Neurodegenerative diseases such as Alzheimer’s and Parkinson’s are often accompanied by amyloid proteins in the brain that have become clumped or misfolded. At Washington University in St. Louis, a newly developed technique that measures the orientation of single molecules is enabling, for the first time, optical microscopy to reveal nanoscale details about the structures of these problematic proteins.
Research from the lab of Matthew Lew, assistant professor in the Preston M. Green Department of Electrical & Systems Engineering at the McKelvey School of Engineering, describing this new approach was published in Optica, The Optical Society’s journal for high impact research.
“Neurodegenerative disorders such as Alzheimer’s and Parkinson’s diseases are leading causes of death all over the world,” said Tianben Ding, a PhD student in Lew’s lab and a co-author of the new paper. “We hope our single-molecule orientation imaging approach can provide new insights into amyloid structure and possibly contribute future development of effective therapeutics against the diseases.”
Biological and chemical processes are driven by complicated movements and interactions between molecules.

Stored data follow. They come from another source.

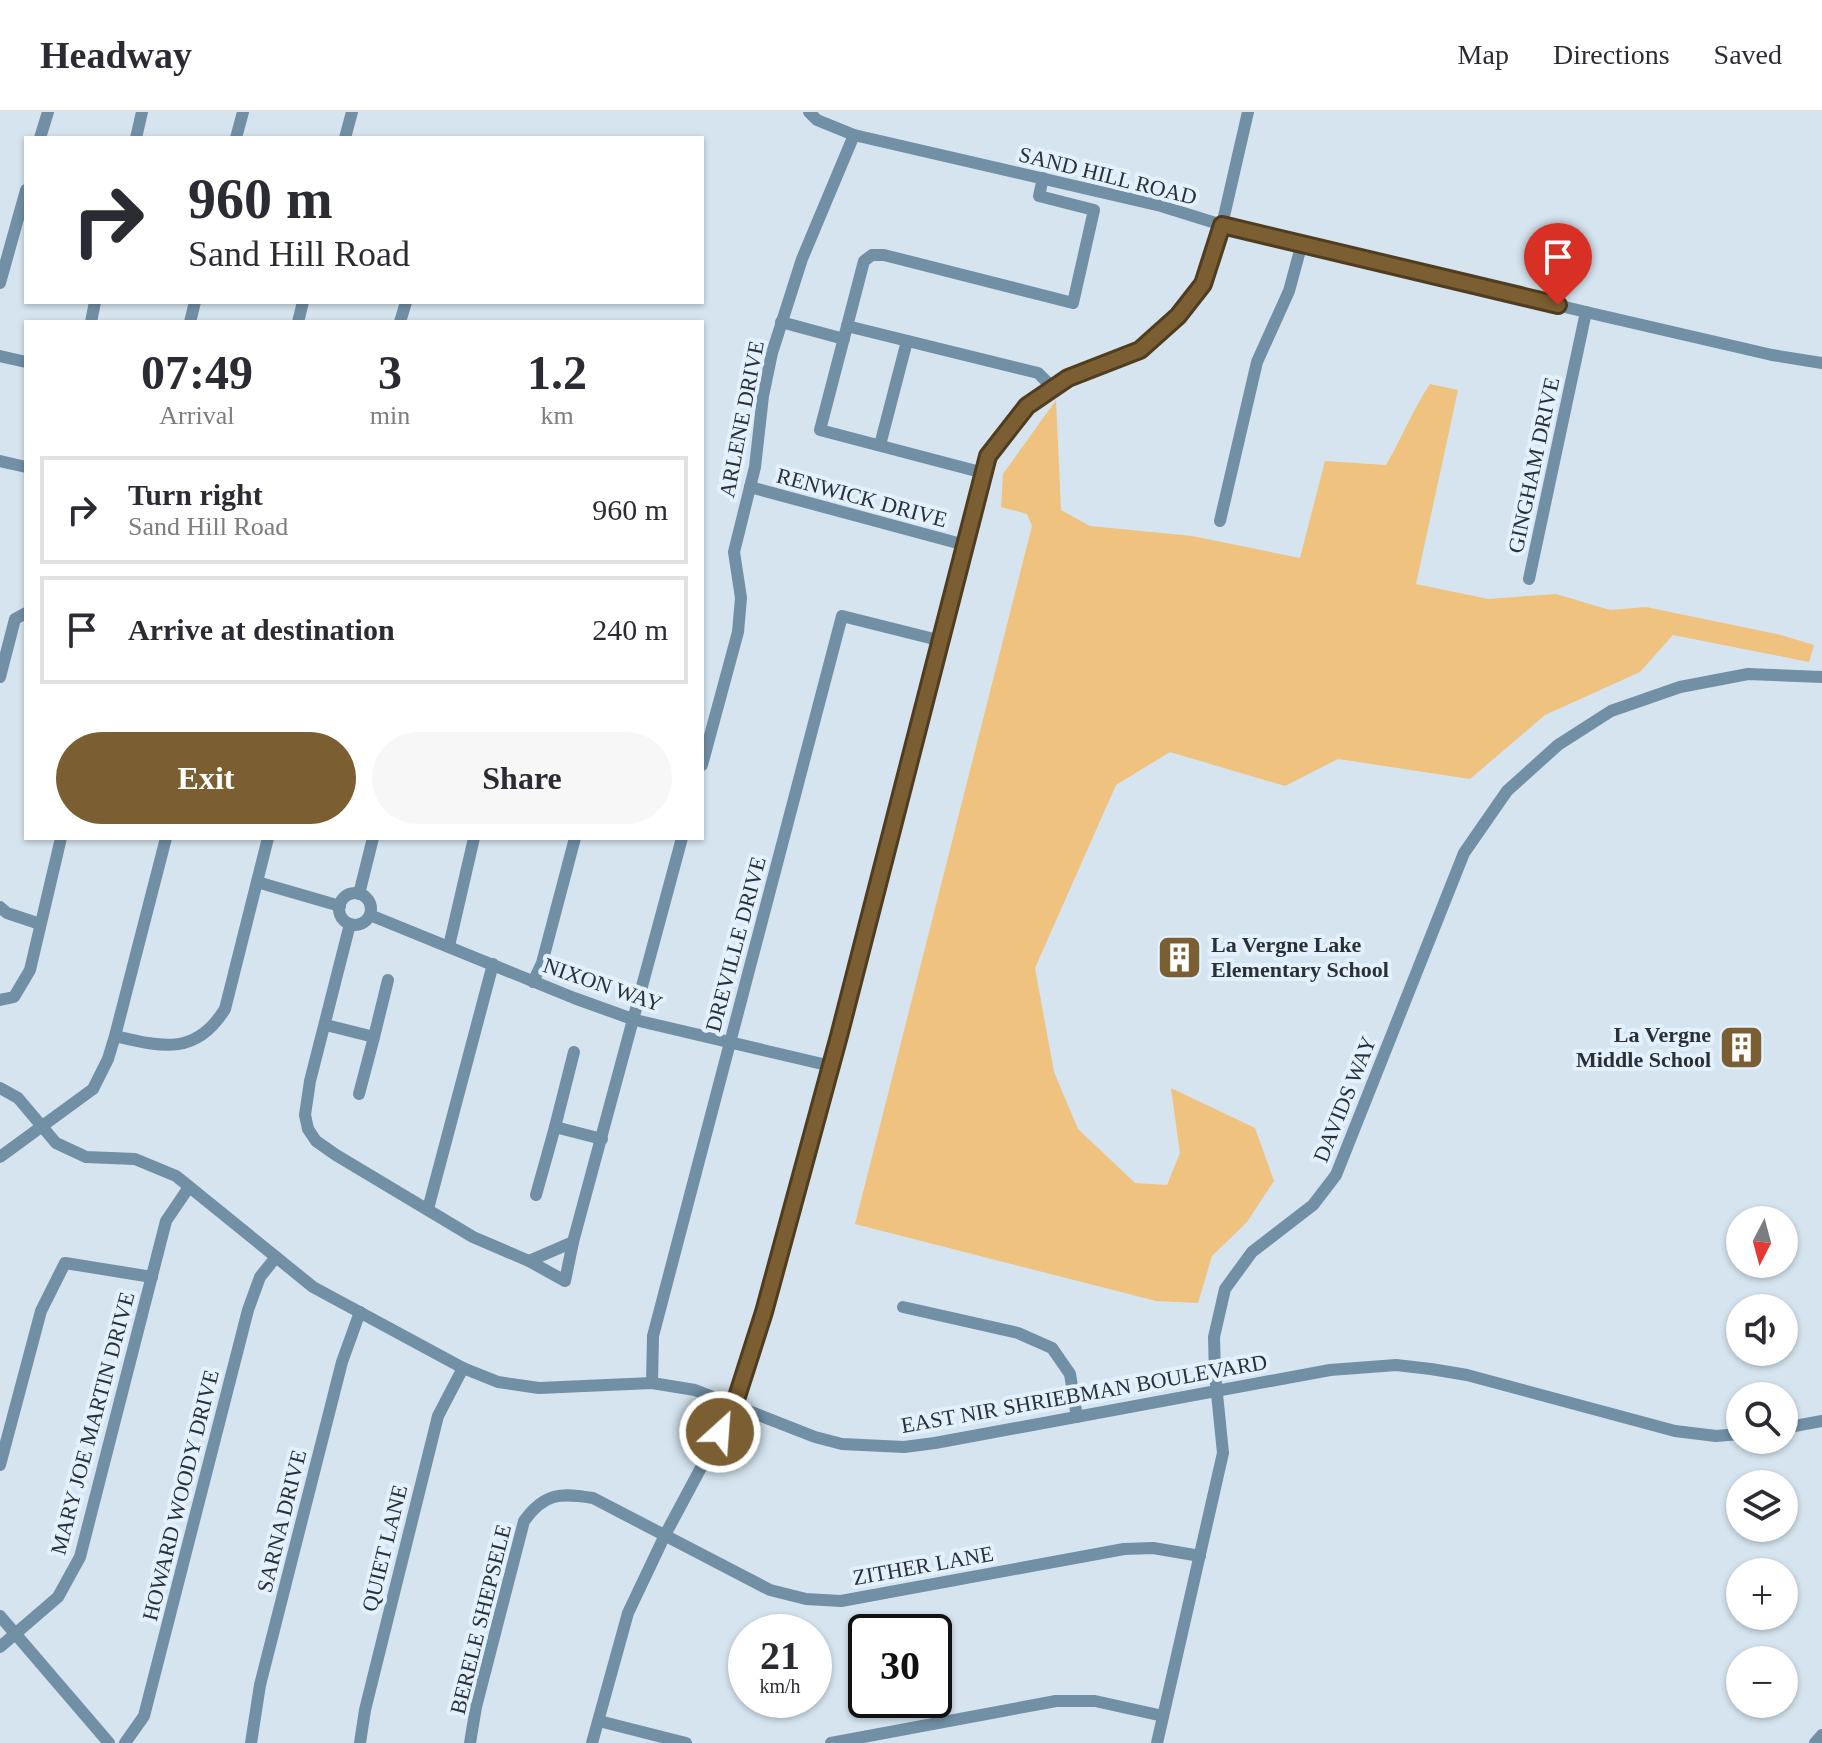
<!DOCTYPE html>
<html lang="en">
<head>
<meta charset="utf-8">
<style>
  :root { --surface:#fff; --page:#f7f7f7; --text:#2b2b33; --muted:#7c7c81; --line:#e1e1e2; --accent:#7b5e31 }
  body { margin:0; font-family:"Times New Roman",serif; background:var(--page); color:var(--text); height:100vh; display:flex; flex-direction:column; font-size:30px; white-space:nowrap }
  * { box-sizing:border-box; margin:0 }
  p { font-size:26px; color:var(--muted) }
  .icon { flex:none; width:44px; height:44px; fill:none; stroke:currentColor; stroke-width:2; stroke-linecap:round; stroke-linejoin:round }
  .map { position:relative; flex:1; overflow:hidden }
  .side { position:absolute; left:24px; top:208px; width:680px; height:520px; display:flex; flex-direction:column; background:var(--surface); border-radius:0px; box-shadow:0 2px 6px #0004 }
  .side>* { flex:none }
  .hud { position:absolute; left:24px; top:24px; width:680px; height:168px; border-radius:0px; box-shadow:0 2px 6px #0004; background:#fff; color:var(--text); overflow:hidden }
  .needle { width:52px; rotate:186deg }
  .controls { position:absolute; left:1726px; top:1094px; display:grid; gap:16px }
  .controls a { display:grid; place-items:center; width:72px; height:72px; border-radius:50%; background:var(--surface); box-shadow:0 2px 6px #0004; font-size:40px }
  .speed { position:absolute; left:728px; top:1502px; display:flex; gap:16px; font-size:40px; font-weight:700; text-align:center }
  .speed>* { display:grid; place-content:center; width:104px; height:104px; border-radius:50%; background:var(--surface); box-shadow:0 2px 6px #0004; line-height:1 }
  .speed small { font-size:20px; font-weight:400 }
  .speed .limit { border:4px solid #111; border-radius:12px; background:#fff; color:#111 }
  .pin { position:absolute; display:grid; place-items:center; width:68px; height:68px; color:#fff; margin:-82px -34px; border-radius:50% 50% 50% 0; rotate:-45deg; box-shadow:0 0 8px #0007 }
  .pin .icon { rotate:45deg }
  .me { position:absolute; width:88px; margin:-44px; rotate:26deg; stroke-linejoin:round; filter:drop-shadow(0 0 6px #0008) }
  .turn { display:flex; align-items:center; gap:28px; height:168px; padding:0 32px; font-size:36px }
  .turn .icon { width:104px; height:104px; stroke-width:2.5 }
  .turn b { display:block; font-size:56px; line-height:68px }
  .eta { display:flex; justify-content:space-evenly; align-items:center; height:136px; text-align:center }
  .eta b { font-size:48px; font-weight:800; line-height:56px }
  .cta { display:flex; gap:16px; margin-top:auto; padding:16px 32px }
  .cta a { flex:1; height:92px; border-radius:48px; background:var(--accent); color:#fff; font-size:32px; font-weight:800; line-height:92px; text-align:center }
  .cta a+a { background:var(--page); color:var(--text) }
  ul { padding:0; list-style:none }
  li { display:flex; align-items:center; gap:24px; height:108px; margin:0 16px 12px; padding:0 16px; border:4px solid var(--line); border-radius:0px }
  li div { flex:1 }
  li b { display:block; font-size:30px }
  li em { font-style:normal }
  header { display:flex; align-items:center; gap:48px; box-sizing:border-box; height:112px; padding:0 40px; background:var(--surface); border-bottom:2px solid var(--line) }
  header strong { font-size:38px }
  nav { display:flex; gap:44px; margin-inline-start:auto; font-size:28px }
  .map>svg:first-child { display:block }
</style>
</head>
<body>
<header>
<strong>Headway</strong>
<nav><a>Map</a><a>Directions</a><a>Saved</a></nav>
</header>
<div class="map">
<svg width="1822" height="1631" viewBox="0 0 1822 1631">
  <rect width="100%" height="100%" fill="#d5e4ef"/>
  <path fill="#efc27f" d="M1430 272 1458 278 1416 472 1488 487 1556 482 1610 498 1646 495 1781 523 1814 533 1809 550 1673 523 1640 560 1545 603 1470 667 1338 647 1285 674 1170 640 1116 673 1035 856 1054 960 1078 1017 1135 1071 1167 1073 1180 1041 1171 976 1255 1016 1274 1069 1247 1110 1212 1144 1198 1191 1156 1189 855 1112 1032 414 1027 402 1001 395 1003 362 1056 288 1061 398 1090 414 1192 424 1300 446 1325 349 1386 353C1402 326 1413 297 1430 272Z"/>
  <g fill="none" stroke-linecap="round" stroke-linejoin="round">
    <g stroke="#718fa5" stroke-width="12">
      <polyline points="809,0 817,8 854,23 1161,94 1222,113 1586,200 1772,243 1822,251"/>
      <polyline points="40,26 48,0"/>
      <polyline points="136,26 142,0"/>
      <polyline points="236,26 243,0"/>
      <polyline points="345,26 352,0"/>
      <polyline points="0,171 26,78"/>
      <polyline points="91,210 95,190"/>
      <polyline points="190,210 195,190"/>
      <polyline points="298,210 303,190"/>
      <polyline points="400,210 406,190"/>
      <polyline points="781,210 844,227"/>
      <polyline points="847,214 1038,261 1053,276"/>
      <polyline points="0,244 26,250"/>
      <polyline points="880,333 907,229"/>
      <polyline points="0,349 26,355"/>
      <polyline points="984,361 820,318 864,149 872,143 884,143 1073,191 1094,98 1039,84 1043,66"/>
      <polyline points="750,375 965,433"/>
      <polyline points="1220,409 1257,250 1289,179 1302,131"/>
      <polyline points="1529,467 1586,200"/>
      <polyline points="0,565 15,507 26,501"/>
      <polyline points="702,653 738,520 741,486 734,440 755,355 763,284 772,241 802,147 854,23"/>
      <polyline points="257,770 340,794"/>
      <circle cx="355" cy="797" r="16"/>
      <polyline points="359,782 373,726"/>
      <polyline points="0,795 7,801 40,812"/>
      <polyline points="370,803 574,886 635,908 831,954"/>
      <polyline points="350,812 310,969 305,1003 308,1017 316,1029 336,1043 473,1125 529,1149 565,1169 573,1130 682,726"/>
      <polyline points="449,834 474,726"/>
      <polyline points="533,870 542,851 575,726"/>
      <polyline points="0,888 14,885 30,858 61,726"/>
      <polyline points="326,913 374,925 388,868"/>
      <path d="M115 924C162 935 196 944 225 897L268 726"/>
      <polyline points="0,976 18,986 56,1031 86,1045 135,1047 176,1064 313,1175 463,1256 498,1270 539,1276 652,1271 695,1278 815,1325 842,1332 904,1335 935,1331 1330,1258 1396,1253 1431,1257 1467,1263 1675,1319 1716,1324 1740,1322"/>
      <polyline points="359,982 374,925"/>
      <polyline points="555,1015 574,940"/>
      <polyline points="0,1045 93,977 108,947 115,924 166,726"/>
      <polyline points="536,1083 555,1015 602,1027"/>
      <polyline points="428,1097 493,852"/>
      <polyline points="529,1149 573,1130"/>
      <polyline points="903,1195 1018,1221 1052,1236 1070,1262 1077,1305"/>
      <polyline points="652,1271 653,1224 842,504 942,529"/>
      <polyline points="1784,1316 1822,1309"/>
      <polyline points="0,1353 41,1199 65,1151 152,1165"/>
      <polyline points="0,1504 109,1631"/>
      <polyline points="0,1535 58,1485 80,1445 166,1109 189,1075"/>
      <polyline points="599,1609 686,1631"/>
      <polyline points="125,1631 144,1604 248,1198 260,1165 276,1145"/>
      <polyline points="251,1631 260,1573 342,1250 360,1200"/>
      <polyline points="360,1631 365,1598 438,1304 463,1256"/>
      <path d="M470 1631 476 1595 524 1409C545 1380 561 1381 593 1386L770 1478 806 1487 841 1489 1124 1437 1153 1436 1200 1444"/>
      <polyline points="592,1631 628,1501 665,1423 734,1294 764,1200 831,954 988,344 1027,294 1068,266 1140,238 1178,204 1203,172 1222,113 1248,0"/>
      <polyline points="831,1631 1056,1589 1095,1589 1163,1604"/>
      <polyline points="1157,1631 1223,1341 1215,1262 1214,1225 1225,1177 1252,1140 1313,1093 1336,1063 1464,741 1507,679 1558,633 1611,599 1680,575 1748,562 1822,565"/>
      <polyline points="1815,1631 1822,1623"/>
    </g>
  </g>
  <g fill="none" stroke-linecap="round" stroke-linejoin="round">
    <defs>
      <polyline id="route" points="720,1320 734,1294 764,1200 839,924 988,344 1027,294 1068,266 1140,238 1178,204 1203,172 1222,113 1558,193"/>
    </defs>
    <use href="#route" stroke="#503d20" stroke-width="20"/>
    <use href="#route" stroke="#7b5e31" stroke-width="14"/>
  </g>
  <defs>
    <symbol id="building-square" viewBox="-11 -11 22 22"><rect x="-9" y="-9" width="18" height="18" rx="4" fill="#7b5e31" stroke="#e2f1fd"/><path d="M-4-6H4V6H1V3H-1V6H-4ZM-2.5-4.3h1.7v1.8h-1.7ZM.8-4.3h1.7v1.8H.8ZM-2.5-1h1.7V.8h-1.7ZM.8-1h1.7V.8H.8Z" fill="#fff"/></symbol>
  </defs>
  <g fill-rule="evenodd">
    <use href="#building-square" x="1154" y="820" width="51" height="51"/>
    <use href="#building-square" x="1716" y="910" width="51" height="51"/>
  </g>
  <g text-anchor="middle" stroke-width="8" stroke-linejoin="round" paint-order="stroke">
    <g font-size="22" fill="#2a3034" stroke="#e2f1fd">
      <text transform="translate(1108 63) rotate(14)" y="8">SAND HILL ROAD</text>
      <text transform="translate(741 307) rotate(-79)" y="8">ARLENE DRIVE</text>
      <text transform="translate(1533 353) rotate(-78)" y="8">GINGHAM DRIVE</text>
      <text transform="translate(862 385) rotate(15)" y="8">RENWICK DRIVE</text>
      <text transform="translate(735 832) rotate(-75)" y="8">DREVILLE DRIVE</text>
      <text transform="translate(603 872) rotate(19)" y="8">NIXON WAY</text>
      <text transform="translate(1344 987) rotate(-68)" y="8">DAVIDS WAY</text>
      <text transform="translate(1084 1281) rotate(-10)" y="8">EAST NIR SHRIEBMAN BOULEVARD</text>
      <text transform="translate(92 1311) rotate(-75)" y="8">MARY JOE MARTIN DRIVE</text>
      <text transform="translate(180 1383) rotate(-76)" y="8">HOWARD WOODY DRIVE</text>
      <text transform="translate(281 1409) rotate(-76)" y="8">SARNA DRIVE</text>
      <text transform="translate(384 1436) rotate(-76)" y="8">QUIET LANE</text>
      <text transform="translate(923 1453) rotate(-10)" y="8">ZITHER LANE</text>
      <text transform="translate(480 1507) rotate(-76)" y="8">BERELE SHEPSELE</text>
    </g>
    <g font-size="22" font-weight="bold" fill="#2a3034" stroke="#e2f1fd" text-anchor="start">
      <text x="1211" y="840">La Vergne Lake<tspan x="1211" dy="25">Elementary School</tspan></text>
      <text x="1711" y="930" text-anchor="end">La Vergne<tspan x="1711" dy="25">Middle School</tspan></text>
    </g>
  </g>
</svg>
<div class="controls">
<a><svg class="needle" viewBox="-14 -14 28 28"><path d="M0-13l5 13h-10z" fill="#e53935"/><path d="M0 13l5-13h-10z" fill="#7c7c81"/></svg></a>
<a><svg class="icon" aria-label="sound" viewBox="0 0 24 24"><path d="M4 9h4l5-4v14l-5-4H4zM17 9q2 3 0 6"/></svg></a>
<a><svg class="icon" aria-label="search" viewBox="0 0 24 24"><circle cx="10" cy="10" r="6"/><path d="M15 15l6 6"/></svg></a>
<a><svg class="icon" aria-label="layers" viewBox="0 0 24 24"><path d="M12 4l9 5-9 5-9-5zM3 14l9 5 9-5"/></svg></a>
<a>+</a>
<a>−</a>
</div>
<div class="speed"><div>21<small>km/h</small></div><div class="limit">30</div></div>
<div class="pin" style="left:1558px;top:193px;background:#d93025"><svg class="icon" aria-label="arrive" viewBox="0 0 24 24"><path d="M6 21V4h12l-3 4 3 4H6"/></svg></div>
<svg class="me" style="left:720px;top:1320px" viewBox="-20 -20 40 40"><circle r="17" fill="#7b5e31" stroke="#fff" stroke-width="3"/><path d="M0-11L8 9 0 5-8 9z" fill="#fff"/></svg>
<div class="hud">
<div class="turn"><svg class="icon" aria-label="right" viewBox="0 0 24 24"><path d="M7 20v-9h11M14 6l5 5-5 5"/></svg><div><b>960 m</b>Sand Hill Road</div></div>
</div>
<section class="side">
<div class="eta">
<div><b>07:49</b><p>Arrival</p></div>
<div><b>3</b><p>min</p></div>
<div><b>1.2</b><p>km</p></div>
</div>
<ul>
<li><svg class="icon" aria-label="right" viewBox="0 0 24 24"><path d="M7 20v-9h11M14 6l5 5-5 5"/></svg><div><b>Turn right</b><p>Sand Hill Road</p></div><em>960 m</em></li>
<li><svg class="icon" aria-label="arrive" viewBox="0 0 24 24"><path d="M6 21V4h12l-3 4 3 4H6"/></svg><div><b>Arrive at destination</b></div><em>240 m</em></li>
</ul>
<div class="cta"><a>Exit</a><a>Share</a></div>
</section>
</div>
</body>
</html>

Although most amyloid proteins may be non-toxic, the misfolding of even a few could eventually kill many neurons.
“We need imaging technologies that can watch these molecular movements in living systems to understand the fundamental biological mechanisms of disease,” Lew said. “Amyloid and prion-type diseases like Alzheimer’s, Parkinson’s and diabetes are our first targets for this technology, but we see it being applied in many other areas too.”